Stored items
-------

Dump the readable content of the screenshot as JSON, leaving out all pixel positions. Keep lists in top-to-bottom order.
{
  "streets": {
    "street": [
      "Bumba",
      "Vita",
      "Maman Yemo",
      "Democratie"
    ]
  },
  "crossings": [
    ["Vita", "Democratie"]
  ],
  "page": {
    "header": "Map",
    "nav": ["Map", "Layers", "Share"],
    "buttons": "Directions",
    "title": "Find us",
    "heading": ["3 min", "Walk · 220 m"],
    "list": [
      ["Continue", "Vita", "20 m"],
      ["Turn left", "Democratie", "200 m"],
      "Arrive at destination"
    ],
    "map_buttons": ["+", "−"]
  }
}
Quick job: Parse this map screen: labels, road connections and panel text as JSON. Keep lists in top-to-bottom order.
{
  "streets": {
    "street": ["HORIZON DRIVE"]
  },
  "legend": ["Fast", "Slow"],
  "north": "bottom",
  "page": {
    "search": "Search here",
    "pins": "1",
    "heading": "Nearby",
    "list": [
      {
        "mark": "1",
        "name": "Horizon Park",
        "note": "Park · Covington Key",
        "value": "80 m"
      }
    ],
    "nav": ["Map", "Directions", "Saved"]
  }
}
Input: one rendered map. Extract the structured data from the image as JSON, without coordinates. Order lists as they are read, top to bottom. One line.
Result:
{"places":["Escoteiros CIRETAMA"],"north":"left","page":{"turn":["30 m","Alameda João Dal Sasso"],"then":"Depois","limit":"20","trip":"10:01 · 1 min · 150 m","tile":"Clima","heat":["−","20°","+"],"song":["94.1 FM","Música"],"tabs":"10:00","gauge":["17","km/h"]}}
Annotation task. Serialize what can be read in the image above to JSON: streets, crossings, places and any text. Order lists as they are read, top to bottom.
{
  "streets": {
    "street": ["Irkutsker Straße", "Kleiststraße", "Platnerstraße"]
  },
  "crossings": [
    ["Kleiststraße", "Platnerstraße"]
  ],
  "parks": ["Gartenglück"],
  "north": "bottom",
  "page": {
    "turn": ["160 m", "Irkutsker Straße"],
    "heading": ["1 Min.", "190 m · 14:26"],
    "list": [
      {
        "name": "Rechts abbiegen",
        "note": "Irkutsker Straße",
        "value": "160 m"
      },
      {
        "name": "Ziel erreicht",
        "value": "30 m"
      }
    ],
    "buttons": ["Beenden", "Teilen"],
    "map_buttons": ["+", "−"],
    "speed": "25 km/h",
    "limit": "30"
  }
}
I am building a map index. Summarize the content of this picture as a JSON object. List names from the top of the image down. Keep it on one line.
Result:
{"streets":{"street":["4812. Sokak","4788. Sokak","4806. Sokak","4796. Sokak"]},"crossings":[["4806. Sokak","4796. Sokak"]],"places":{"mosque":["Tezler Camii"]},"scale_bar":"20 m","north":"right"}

-------

--- REQUIREMENT ---
Take the data above and return it exactly.

--- ANSWER SPACE ---
Dump the readable content of the screenshot as JSON, leaving out all pixel positions. Keep lists in top-to-bottom order.
{
  "streets": {
    "street": [
      "Bumba",
      "Vita",
      "Maman Yemo",
      "Democratie"
    ]
  },
  "crossings": [
    ["Vita", "Democratie"]
  ],
  "page": {
    "header": "Map",
    "nav": ["Map", "Layers", "Share"],
    "buttons": "Directions",
    "title": "Find us",
    "heading": ["3 min", "Walk · 220 m"],
    "list": [
      ["Continue", "Vita", "20 m"],
      ["Turn left", "Democratie", "200 m"],
      "Arrive at destination"
    ],
    "map_buttons": ["+", "−"]
  }
}
Quick job: Parse this map screen: labels, road connections and panel text as JSON. Keep lists in top-to-bottom order.
{
  "streets": {
    "street": ["HORIZON DRIVE"]
  },
  "legend": ["Fast", "Slow"],
  "north": "bottom",
  "page": {
    "search": "Search here",
    "pins": "1",
    "heading": "Nearby",
    "list": [
      {
        "mark": "1",
        "name": "Horizon Park",
        "note": "Park · Covington Key",
        "value": "80 m"
      }
    ],
    "nav": ["Map", "Directions", "Saved"]
  }
}
Input: one rendered map. Extract the structured data from the image as JSON, without coordinates. Order lists as they are read, top to bottom. One line.
Result:
{"places":["Escoteiros CIRETAMA"],"north":"left","page":{"turn":["30 m","Alameda João Dal Sasso"],"then":"Depois","limit":"20","trip":"10:01 · 1 min · 150 m","tile":"Clima","heat":["−","20°","+"],"song":["94.1 FM","Música"],"tabs":"10:00","gauge":["17","km/h"]}}
Annotation task. Serialize what can be read in the image above to JSON: streets, crossings, places and any text. Order lists as they are read, top to bottom.
{
  "streets": {
    "street": ["Irkutsker Straße", "Kleiststraße", "Platnerstraße"]
  },
  "crossings": [
    ["Kleiststraße", "Platnerstraße"]
  ],
  "parks": ["Gartenglück"],
  "north": "bottom",
  "page": {
    "turn": ["160 m", "Irkutsker Straße"],
    "heading": ["1 Min.", "190 m · 14:26"],
    "list": [
      {
        "name": "Rechts abbiegen",
        "note": "Irkutsker Straße",
        "value": "160 m"
      },
      {
        "name": "Ziel erreicht",
        "value": "30 m"
      }
    ],
    "buttons": ["Beenden", "Teilen"],
    "map_buttons": ["+", "−"],
    "speed": "25 km/h",
    "limit": "30"
  }
}
I am building a map index. Summarize the content of this picture as a JSON object. List names from the top of the image down. Keep it on one line.
Result:
{"streets":{"street":["4812. Sokak","4788. Sokak","4806. Sokak","4796. Sokak"]},"crossings":[["4806. Sokak","4796. Sokak"]],"places":{"mosque":["Tezler Camii"]},"scale_bar":"20 m","north":"right"}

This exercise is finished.